Kanji Wind auf einer Wasserleinwand als Symbol für Mono no aware und den kreativen Augenblick von Barbara Ossberger

Die Kunst des Augenblicks

Der Wind. Unsichtbar. Spürbar.

Eine ganz besondere Kraft der Natur.

Er bewegt Blüten und Blätter.
Wasser.
Gedanken.

In meinem Atelier schreibe ich das Kanji für „Wind“ auf eine Wasserleinwand.

Ein Übungsweg öffnet sich.

Die Linie erscheint – wie mit Tusche geschrieben.
Für einen Augenblick wirkt sie kraftvoll und lebendig.

Langsam beginnt sie zu verblassen.

Staunend betrachte ich, was geschieht. Stille.

Nicht, weil etwas verloren geht.
Sondern weil ich erleben darf, wie jeder Augenblick seine eigene Schönheit entfaltet.

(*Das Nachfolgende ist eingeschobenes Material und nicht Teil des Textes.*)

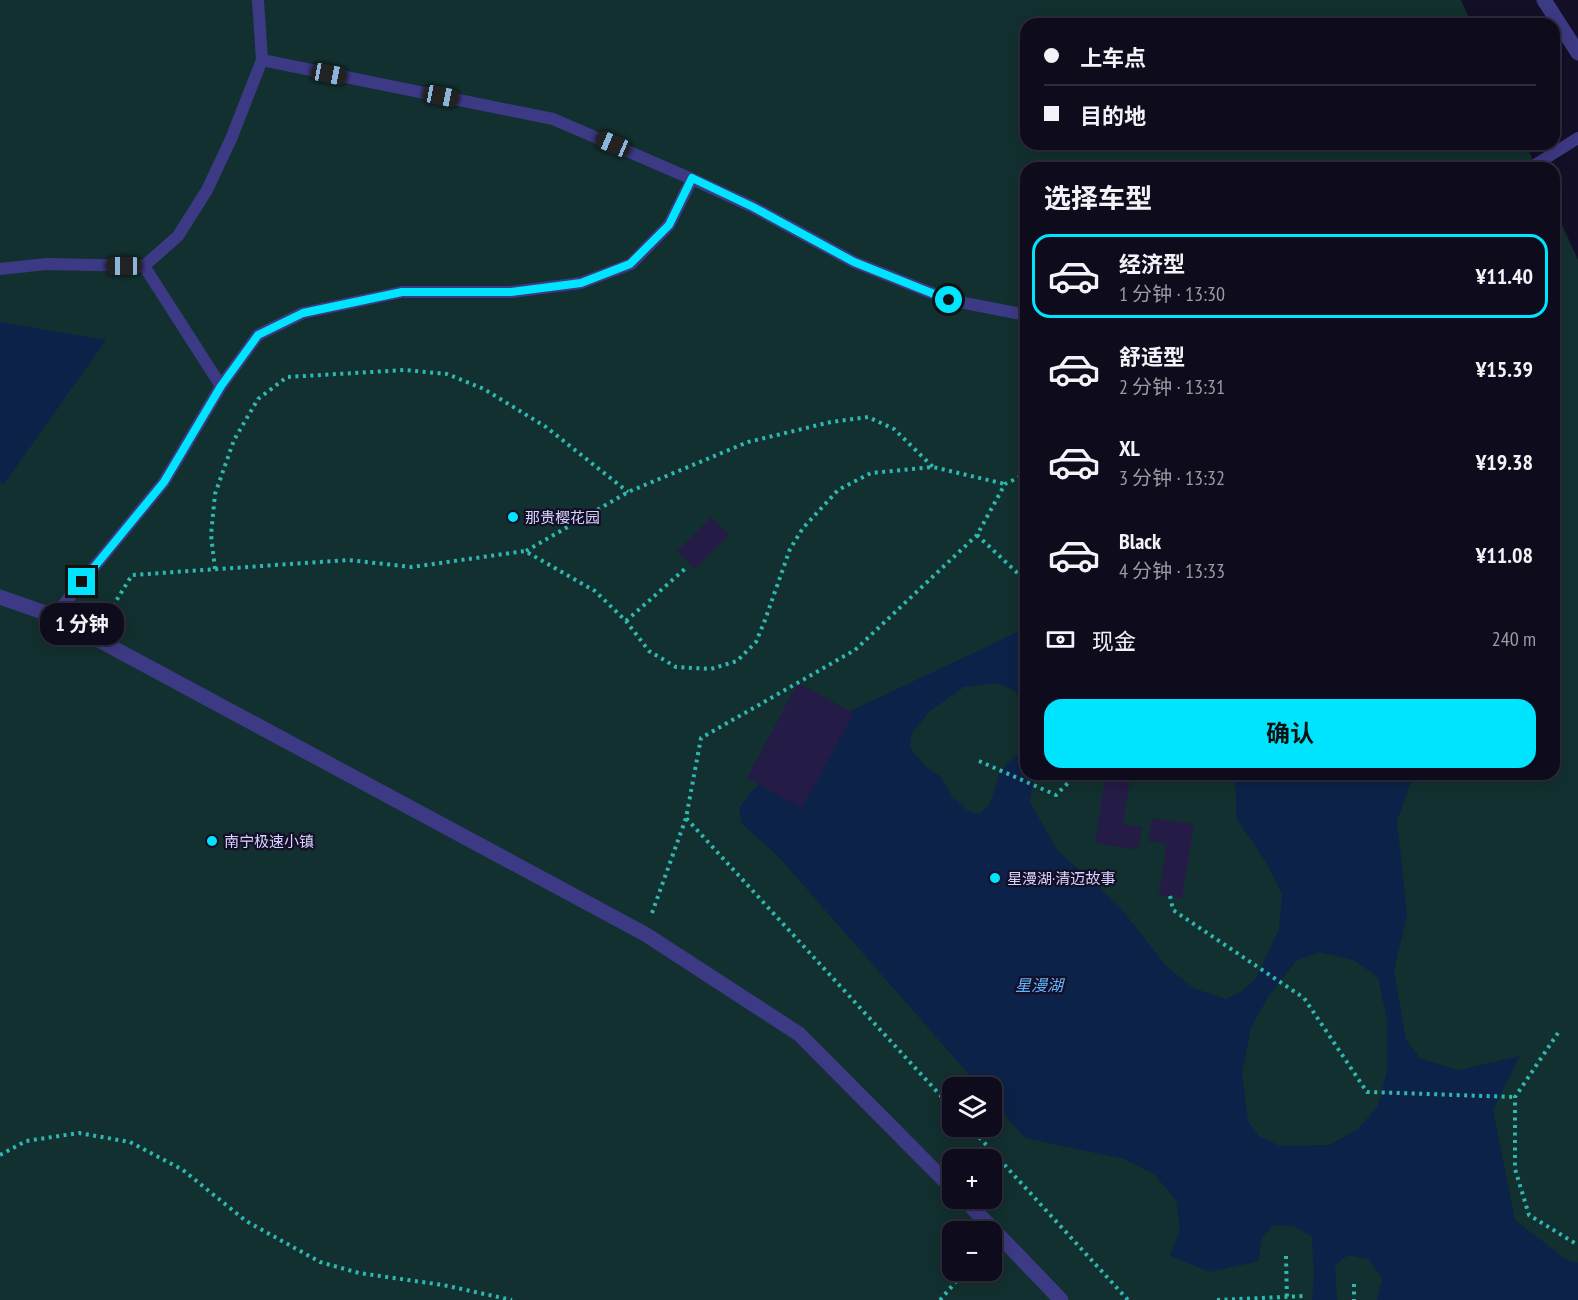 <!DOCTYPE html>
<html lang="zh">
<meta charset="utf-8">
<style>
:root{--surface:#0e0b1c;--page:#1c1929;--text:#f1f3f6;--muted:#9b9ba3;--line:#2e2b3b;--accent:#00e5ff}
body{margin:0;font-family:"PT Sans Narrow","Noto Sans SC",sans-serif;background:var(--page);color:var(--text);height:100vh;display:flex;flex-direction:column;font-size:22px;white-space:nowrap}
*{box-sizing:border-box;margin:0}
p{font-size:20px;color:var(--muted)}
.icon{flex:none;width:33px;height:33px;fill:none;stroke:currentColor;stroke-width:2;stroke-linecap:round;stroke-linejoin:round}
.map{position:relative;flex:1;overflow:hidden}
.sheet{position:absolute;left:1020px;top:162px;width:540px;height:618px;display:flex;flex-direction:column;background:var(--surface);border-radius:18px;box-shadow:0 3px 15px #0003,0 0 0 2px var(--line)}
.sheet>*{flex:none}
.banner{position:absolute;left:1020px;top:18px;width:540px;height:132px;border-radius:18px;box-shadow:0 3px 15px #0003,0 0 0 2px var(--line);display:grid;align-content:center;height:132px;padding:0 24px;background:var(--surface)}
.tools{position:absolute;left:942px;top:1077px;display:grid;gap:12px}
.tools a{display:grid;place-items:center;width:60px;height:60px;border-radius:12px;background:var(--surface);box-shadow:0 3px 15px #0003,0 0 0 2px var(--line);font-size:30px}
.end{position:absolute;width:27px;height:27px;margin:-14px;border:8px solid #00e5ff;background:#111;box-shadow:0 0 0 3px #111}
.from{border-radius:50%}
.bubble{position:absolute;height:42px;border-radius:18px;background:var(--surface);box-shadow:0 3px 15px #0003,0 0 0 2px var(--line);font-size:20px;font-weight:700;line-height:42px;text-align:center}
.car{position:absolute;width:18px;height:36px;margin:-18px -9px;border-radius:8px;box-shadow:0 0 4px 2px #0007;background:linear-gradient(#222 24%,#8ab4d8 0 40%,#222 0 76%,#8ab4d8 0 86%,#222 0)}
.banner b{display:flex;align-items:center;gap:21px;height:57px;font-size:22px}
.banner b+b{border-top:2px solid var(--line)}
.banner i{width:15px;height:15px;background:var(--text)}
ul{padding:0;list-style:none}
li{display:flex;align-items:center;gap:18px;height:84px;margin:0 12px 9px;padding:0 12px;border:3px solid transparent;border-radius:18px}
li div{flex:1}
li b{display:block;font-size:22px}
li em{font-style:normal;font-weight:700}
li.selected{border-color:var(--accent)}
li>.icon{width:54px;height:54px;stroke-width:1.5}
h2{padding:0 24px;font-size:27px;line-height:72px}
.pay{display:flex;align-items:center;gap:15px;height:66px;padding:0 24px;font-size:22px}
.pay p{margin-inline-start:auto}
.button{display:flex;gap:12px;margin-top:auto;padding:12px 24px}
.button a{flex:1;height:69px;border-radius:18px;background:var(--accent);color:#111;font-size:24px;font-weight:700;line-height:69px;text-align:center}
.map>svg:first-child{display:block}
.green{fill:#12302f;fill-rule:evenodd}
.water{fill:#0c2248;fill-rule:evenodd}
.building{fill:#241b47}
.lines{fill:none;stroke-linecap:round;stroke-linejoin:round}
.path{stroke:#2fb8b0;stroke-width:4;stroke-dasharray:3 4.5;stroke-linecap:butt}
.lane{stroke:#3d3a85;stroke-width:12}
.street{stroke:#3d3a85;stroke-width:15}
.route{stroke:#00e5ff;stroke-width:8}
.poi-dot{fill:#00e5ff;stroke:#130f26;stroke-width:2}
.labels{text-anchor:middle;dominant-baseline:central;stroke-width:4.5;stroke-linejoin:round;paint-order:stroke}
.poi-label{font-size:15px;fill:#d9d4ff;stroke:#130f26;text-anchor:start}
.water-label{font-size:16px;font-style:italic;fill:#62b6ff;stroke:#130f26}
</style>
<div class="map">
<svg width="1578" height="1300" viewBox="0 0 1578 1300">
<rect width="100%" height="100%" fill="#130f26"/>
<path class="green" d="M0 0H1461L1472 24H1026V144H1526L1536 168H1026V774H1554V207L1578 260V1300H0ZM952 1088H992V1126H952ZM952 1160H992V1198H952ZM952 1232H992V1270H952Z"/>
<path class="water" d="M0 322 106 340 4 484H0Z
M1026 628V708L1015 691 997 683 964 687 930 711 911 734 910 748 927 768 941 777 952 796 967 810 979 814 990 804 999 775 1007 764 1019 753 1026 739V774H1034L1030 802 1057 850 1119 906 1167 967 1195 989 1226 999 1242 991 1256 978 1279 929 1282 894 1266 862 1236 818V789L1232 774H1414L1397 821 1407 915 1394 971 1406 1040 1421 1059 1459 1070 1520 1056 1493 1110 1515 1220 1567 1260 1578 1263V1300H1377L1382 1279 1370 1260 1348 1255 1335 1265 1337 1300H1312L1314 1276 1312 1237 1294 1226 1274 1225 1261 1238 1259 1261 1210 1272 1170 1256 1180 1229 1176 1200 1154 1174 1124 1159 1025 1138 992 1100V1088L980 1087 777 855 742 824 739 808 751 792 840 716ZM1319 952 1353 960 1378 977 1387 1019V1071L1378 1106 1357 1130 1329 1145 1280 1146 1259 1136 1248 1121 1242 1073 1251 1028 1268 997 1296 961Z"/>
<path class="building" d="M711 517 729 535 695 569 677 551Z
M798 683 854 713 802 808 747 778Z
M1106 774 1130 777 1123 824 1142 827 1138 850 1095 843Z
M1152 818 1194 824 1182 898 1159 895 1167 844 1148 841Z"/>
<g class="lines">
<path class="path" d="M977 535 1026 581
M526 551 628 492 748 442 831 422 868 417 894 429 933 467
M215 569 211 535 215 494 234 440 258 399 287 377 405 370 447 374 484 389 546 427 628 492
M105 619 132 575 348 560 412 567 525 551 595 591 626 621 649 651 676 667 711 669 737 661 756 642 765 620 790 549 803 528 838 490 871 473 933 467 1005 484
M626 621 686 568
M979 761 1056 795 1068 783 1071 774
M1118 775V774
M1170 896 1173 910 1304 998 1367 1092 1515 1097
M652 913 686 818
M1558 1033 1515 1097V1169L1529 1215 1578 1245
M952 1108 686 818 701 738 855 650 977 535 1005 484 1026 474
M969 1126 1128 1300
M0 1155 26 1141 79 1133 130 1142 183 1170 246 1221 320 1262 359 1273 443 1285 512 1300
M1286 1256 1287 1300
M1354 1284V1300
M940 1300 966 1270
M1217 1300 1305 1296"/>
<path class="lane" d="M262 60 553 119 692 179 753 207 854 262 949 300 1026 315
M1530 168 1578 138
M144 266 221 386
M0 269 46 264 144 266 178 236 207 190 231 139 262 60 258 0
M54 616 164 482 221 386 258 335 303 313 402 292H511L581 283 631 264 669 225 692 179"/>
<path class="street" d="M1544 0 1578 53
M0 597 54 616 645 934 799 1034 952 1188
M963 1198 1061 1300"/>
</g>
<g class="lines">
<path class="route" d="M82 582 164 482 221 386 258 335 303 313 402 292H511L581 283 630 264 669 225 692 178 753 207 854 262 949 300"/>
</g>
<g class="poi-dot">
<circle cx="513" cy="517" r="6"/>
<circle cx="212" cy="841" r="6"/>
<circle cx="995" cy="878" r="6"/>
</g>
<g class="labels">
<g class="poi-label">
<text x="525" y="517">那贵樱花园</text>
<text x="224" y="841">南宁极速小镇</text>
<text x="1007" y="878">星漫湖·清迈故事</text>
</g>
<g class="water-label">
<text x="1039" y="985">星漫湖</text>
</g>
</g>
</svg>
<div class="tools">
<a><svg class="icon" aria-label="layers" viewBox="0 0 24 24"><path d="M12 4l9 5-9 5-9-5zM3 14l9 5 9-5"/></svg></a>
<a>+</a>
<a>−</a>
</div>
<i class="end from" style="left:949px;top:300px"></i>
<i class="end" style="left:82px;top:582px"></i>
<div class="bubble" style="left:40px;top:603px;width:84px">1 分钟</div>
<i class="car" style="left:329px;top:74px;rotate:101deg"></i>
<i class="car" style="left:441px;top:96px;rotate:101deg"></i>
<i class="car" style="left:613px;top:144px;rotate:293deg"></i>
<i class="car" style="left:124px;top:266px;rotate:270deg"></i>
<div class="banner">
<b><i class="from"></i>上车点</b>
<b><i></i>目的地</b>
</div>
<section class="sheet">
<h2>选择车型</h2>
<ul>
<li class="selected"><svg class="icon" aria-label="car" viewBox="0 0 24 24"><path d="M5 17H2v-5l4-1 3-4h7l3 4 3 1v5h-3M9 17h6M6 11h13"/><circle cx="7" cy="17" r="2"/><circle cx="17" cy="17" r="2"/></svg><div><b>经济型</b><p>1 分钟 · 13:30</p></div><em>¥11.40</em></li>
<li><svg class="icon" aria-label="car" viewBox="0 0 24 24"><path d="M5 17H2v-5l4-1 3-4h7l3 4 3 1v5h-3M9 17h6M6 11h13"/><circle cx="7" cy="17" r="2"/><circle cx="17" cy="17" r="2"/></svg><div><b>舒适型</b><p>2 分钟 · 13:31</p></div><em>¥15.39</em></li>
<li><svg class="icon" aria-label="car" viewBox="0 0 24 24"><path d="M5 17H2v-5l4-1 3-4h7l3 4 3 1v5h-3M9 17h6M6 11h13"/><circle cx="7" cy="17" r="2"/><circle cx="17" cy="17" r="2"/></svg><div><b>XL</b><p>3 分钟 · 13:32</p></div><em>¥19.38</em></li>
<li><svg class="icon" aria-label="car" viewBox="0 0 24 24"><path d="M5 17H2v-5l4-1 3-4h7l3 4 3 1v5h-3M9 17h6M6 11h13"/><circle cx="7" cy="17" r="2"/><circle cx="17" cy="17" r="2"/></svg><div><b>Black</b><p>4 分钟 · 13:33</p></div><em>¥11.08</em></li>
</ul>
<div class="pay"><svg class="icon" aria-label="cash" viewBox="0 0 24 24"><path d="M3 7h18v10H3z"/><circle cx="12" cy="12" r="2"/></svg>现金<p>240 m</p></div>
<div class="button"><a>确认</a></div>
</section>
</div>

Auch darin begegnet mir der Gedanke des „Mono no aware“:
das bewusste Wahrnehmen dessen, was sich wandelt.

Die Schrift verblasst. Verschwindet.

Die tiefe Erfahrung bleibt.

Sie begleitet meine Hand.
Sie begleitet meinen Blick.
Sie berührt mein Herz.

Und irgendwann wird aus diesem einen Augenblick ein neues Werk aus Tusche und Farbe.

(bo)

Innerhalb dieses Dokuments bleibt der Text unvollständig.